GUARDIANSHIP & CONSERVATORSHIP

You may find yourself in a position where it is necessary to have a Guardian or Conservator appointed for a loved one who does not have the capacity to make or communicate health care and/or financial decisions on their own.  We, at Eckert Byrne, have the skill and compassion to assist you with obtaining a court appointment as Guardian or Conservator.  We will assist with petitioning the Probate & Family Court, whether it is for an aging adult who no longer has the capacity to make informed decisions, an incapacitated minor turning eighteen years of age, or a minor who may require a court appointed fiduciary to access inherited funds.­­­

What is a Guardian?

A Guardian is someone appointed by the court to make health decisions for an individual who does not have the capacity to make informed decisions regarding their own health, safety and medical needs.  A petitioner can request either a General Guardianship or a Limited Guardianship for the incapacitated individual.  The Probate & Family Court gives preference to Limited Guardianships allowing the incapacitated person to retain some powers whenever possible.  Under a Limited Guardianship the individual may be given power to make some decisions regarding self-care, routine health care, or home and community life.  The Court relies heavily on a Medical Certificate or Clinical Team Report prepared by the individual’s physician to help them determine the powers given to the Guardian.

What is a Conservator?

A Conservator is someone appointed by the court to make financial decisions for an individual who does not have the capacity to make informed decisions regarding money, property, or business affairs.  Again, the Conservatorship can either be general with a broad range of powers, or it can be limited allowing the individual to retain some powers such as retaining a spending allowance, making gifts or donations of their choice, use of credit, or to plan a budget.

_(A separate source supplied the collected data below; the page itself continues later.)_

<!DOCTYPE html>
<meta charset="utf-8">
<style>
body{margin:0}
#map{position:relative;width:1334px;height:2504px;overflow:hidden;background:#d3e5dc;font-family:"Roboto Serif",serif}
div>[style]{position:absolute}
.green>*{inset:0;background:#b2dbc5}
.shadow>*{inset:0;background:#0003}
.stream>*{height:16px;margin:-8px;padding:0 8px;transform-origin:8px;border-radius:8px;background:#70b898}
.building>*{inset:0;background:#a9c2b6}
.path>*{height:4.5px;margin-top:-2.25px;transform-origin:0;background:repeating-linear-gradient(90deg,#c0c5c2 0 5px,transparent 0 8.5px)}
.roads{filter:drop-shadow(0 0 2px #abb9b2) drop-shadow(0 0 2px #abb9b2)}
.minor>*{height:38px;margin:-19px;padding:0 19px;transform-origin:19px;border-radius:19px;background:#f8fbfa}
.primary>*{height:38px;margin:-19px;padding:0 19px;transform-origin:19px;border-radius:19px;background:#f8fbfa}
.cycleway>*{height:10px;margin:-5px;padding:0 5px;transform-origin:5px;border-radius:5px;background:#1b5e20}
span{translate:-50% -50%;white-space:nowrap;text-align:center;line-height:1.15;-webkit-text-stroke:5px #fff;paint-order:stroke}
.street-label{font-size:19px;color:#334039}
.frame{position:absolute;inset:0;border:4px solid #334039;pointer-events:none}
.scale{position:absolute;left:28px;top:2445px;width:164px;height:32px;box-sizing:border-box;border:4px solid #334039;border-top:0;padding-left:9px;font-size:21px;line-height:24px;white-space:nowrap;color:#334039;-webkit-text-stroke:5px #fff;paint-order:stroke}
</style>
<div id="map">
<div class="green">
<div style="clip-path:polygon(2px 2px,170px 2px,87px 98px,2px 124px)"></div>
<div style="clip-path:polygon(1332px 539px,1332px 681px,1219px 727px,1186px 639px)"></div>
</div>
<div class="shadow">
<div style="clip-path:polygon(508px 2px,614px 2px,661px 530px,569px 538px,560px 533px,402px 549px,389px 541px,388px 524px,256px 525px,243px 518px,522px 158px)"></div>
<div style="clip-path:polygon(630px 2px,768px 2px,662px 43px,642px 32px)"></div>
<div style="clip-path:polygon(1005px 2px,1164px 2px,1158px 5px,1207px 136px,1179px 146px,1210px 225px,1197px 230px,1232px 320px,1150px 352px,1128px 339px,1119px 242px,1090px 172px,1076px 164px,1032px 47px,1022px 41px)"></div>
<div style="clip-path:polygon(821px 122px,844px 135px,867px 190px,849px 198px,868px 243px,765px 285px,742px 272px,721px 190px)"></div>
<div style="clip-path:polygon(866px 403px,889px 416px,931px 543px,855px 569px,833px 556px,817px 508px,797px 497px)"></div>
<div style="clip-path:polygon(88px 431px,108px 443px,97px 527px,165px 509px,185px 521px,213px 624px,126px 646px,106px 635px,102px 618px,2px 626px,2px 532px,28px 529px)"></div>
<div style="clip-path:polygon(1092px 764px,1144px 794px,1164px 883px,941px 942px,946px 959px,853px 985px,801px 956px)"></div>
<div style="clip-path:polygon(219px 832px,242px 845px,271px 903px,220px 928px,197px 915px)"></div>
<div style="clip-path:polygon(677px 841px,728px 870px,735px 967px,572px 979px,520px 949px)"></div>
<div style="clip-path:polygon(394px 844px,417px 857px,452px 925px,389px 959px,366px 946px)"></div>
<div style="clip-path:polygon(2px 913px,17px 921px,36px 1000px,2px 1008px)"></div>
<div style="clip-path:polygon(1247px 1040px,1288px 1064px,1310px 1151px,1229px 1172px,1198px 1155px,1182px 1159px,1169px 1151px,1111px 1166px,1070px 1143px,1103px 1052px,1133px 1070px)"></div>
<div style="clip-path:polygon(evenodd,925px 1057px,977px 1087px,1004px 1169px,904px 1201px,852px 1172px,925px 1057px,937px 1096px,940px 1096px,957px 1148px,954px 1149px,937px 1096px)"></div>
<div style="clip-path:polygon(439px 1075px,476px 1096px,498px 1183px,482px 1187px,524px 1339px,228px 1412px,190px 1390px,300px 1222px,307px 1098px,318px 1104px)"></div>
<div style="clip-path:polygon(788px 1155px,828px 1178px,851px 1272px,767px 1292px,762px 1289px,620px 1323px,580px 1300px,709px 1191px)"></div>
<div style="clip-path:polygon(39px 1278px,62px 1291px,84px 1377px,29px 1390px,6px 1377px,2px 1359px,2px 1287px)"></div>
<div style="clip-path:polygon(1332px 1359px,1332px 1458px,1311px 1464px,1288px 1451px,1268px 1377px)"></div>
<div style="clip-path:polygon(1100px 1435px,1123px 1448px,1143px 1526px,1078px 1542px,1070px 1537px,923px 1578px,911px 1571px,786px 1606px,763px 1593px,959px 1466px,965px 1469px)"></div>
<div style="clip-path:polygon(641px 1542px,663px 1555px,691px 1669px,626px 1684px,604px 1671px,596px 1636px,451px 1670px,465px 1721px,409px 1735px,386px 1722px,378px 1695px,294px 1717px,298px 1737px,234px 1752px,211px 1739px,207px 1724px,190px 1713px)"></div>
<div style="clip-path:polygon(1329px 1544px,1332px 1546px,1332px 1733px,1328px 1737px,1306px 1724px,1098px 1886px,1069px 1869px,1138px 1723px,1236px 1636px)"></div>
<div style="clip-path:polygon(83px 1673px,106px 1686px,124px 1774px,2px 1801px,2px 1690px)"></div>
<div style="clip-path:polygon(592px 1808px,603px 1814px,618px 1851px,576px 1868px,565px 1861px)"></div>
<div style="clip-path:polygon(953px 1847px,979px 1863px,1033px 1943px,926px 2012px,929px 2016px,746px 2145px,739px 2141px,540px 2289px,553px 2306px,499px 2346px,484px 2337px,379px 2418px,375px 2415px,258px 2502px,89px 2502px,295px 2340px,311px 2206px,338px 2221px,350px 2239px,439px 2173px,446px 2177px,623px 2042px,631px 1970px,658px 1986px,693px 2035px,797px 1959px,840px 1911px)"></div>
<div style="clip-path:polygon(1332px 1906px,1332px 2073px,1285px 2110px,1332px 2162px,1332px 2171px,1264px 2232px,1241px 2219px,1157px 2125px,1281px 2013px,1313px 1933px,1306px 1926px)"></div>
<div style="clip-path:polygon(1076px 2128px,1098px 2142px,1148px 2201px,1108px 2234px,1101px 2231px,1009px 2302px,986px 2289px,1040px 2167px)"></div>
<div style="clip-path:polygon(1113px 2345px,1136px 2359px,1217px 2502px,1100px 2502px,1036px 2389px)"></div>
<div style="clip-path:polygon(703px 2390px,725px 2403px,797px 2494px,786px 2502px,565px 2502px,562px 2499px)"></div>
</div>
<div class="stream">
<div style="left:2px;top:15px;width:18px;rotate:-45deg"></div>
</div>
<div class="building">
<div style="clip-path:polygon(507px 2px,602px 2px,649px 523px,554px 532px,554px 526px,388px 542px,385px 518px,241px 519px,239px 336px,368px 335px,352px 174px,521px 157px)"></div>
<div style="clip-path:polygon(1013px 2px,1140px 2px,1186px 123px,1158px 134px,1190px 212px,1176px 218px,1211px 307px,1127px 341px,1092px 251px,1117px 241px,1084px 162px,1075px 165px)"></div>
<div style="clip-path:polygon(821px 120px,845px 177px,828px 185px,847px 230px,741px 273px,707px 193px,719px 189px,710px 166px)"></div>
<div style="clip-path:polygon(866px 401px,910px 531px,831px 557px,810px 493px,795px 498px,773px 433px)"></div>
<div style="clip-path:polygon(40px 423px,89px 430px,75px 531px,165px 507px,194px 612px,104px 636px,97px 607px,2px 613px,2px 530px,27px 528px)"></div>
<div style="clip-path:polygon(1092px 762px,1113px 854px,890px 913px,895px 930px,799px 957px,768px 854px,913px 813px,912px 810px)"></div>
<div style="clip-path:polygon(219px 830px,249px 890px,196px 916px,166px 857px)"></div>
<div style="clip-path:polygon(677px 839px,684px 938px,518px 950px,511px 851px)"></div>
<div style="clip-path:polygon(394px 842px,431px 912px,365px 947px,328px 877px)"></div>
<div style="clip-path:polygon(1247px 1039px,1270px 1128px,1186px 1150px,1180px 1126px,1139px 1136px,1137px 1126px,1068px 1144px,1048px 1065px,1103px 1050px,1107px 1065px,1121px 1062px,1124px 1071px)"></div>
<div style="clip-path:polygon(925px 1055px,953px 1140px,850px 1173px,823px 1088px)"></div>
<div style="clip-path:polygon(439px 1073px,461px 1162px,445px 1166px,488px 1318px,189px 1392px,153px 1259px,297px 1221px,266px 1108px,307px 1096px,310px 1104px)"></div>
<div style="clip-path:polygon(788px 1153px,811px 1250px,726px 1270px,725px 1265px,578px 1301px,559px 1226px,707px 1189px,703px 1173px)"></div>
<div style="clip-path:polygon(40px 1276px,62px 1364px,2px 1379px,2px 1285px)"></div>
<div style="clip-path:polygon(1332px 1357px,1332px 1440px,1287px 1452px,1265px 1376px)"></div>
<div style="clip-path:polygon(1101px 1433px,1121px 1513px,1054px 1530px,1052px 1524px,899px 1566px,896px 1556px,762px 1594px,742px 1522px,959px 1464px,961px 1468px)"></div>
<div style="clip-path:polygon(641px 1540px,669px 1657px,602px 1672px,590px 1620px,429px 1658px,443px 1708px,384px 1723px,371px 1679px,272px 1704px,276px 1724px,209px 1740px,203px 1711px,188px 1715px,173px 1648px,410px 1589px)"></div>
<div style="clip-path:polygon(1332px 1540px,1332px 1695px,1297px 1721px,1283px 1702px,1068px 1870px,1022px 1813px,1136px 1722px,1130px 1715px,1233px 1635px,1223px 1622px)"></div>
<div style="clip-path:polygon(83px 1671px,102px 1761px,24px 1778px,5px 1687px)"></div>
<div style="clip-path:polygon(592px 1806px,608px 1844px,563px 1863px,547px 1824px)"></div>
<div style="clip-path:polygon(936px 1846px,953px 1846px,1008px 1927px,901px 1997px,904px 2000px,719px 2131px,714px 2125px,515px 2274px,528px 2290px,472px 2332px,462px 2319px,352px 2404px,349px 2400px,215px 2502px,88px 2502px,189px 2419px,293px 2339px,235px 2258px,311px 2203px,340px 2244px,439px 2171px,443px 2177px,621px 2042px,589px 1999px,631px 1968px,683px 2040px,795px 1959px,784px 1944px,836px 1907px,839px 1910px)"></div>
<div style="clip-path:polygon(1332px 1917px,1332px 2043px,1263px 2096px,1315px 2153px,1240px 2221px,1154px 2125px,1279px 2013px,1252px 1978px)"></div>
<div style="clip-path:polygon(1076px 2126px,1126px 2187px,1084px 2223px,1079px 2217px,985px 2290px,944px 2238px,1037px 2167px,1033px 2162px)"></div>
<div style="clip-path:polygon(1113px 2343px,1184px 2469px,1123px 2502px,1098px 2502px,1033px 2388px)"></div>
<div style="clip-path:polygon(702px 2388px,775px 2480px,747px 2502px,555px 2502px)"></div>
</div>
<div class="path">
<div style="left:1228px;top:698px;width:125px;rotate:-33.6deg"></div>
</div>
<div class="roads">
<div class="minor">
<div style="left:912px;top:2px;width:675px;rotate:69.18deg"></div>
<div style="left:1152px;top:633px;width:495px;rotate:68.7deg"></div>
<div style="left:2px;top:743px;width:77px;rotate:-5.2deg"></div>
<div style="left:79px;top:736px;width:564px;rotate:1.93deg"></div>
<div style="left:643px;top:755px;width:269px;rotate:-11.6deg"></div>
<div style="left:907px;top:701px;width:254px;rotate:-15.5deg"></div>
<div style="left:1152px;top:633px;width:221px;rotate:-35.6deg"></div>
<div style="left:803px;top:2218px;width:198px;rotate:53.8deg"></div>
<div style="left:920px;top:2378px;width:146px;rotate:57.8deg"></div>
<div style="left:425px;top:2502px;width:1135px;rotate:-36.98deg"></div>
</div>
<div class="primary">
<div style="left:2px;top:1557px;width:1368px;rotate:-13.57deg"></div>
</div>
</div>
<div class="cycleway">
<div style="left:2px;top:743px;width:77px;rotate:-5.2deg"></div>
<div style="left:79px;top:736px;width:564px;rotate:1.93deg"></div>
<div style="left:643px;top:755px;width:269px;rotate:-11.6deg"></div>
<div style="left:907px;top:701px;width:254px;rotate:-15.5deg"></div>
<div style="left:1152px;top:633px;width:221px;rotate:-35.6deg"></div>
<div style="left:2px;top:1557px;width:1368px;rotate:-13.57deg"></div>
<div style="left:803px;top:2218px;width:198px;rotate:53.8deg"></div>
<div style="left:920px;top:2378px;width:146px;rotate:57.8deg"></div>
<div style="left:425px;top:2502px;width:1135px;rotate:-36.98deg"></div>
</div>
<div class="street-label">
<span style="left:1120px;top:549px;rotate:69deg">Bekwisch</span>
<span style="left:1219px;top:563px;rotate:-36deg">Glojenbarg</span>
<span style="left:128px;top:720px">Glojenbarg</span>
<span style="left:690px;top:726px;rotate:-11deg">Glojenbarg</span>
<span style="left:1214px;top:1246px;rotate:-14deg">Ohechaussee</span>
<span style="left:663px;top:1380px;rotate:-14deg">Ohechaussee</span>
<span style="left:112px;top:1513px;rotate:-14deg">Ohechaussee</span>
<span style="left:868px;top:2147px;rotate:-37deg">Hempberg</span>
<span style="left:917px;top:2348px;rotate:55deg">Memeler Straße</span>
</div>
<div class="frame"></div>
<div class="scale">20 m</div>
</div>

Who can be appointed Guardian/Conservator?

For a Guardian, the incapacitated person may petition the Court him/herself or any person interested in the welfare of the individual alleged to be incapacitated may petition the court to be appointed Guardian.  For a Conservator, any individual may petition the court to have a Conservator appointed for him/herself, or any person interested in the welfare of that person, such as a parent, guardian, custodian, or individual who would be otherwise adversely affected by dissipation or mismanagement of assets.

How We Can Help

For most individuals this is an unfamiliar process within a situation they never expected to be in.  We at Eckert Byrne can help you answer questions such as:

  • How long does the Guardianship/Conservator process take from the time I file the Petition?
  • What if there is an immediate need for the appointment of a Guardian or Conservator because an emergency situation exists?
  • Can I obtain an appointment as Temporary Guardian?
  • I am told I need the Court’s authority to administer anti-psychotic medications. How do I obtain this authority?
  • What are my responsibilities once I have been appointed? Will I be required to provide the Court with annual reports?
  • Are there additional costs for reporting and will I, as Guardian, be responsible to pay these?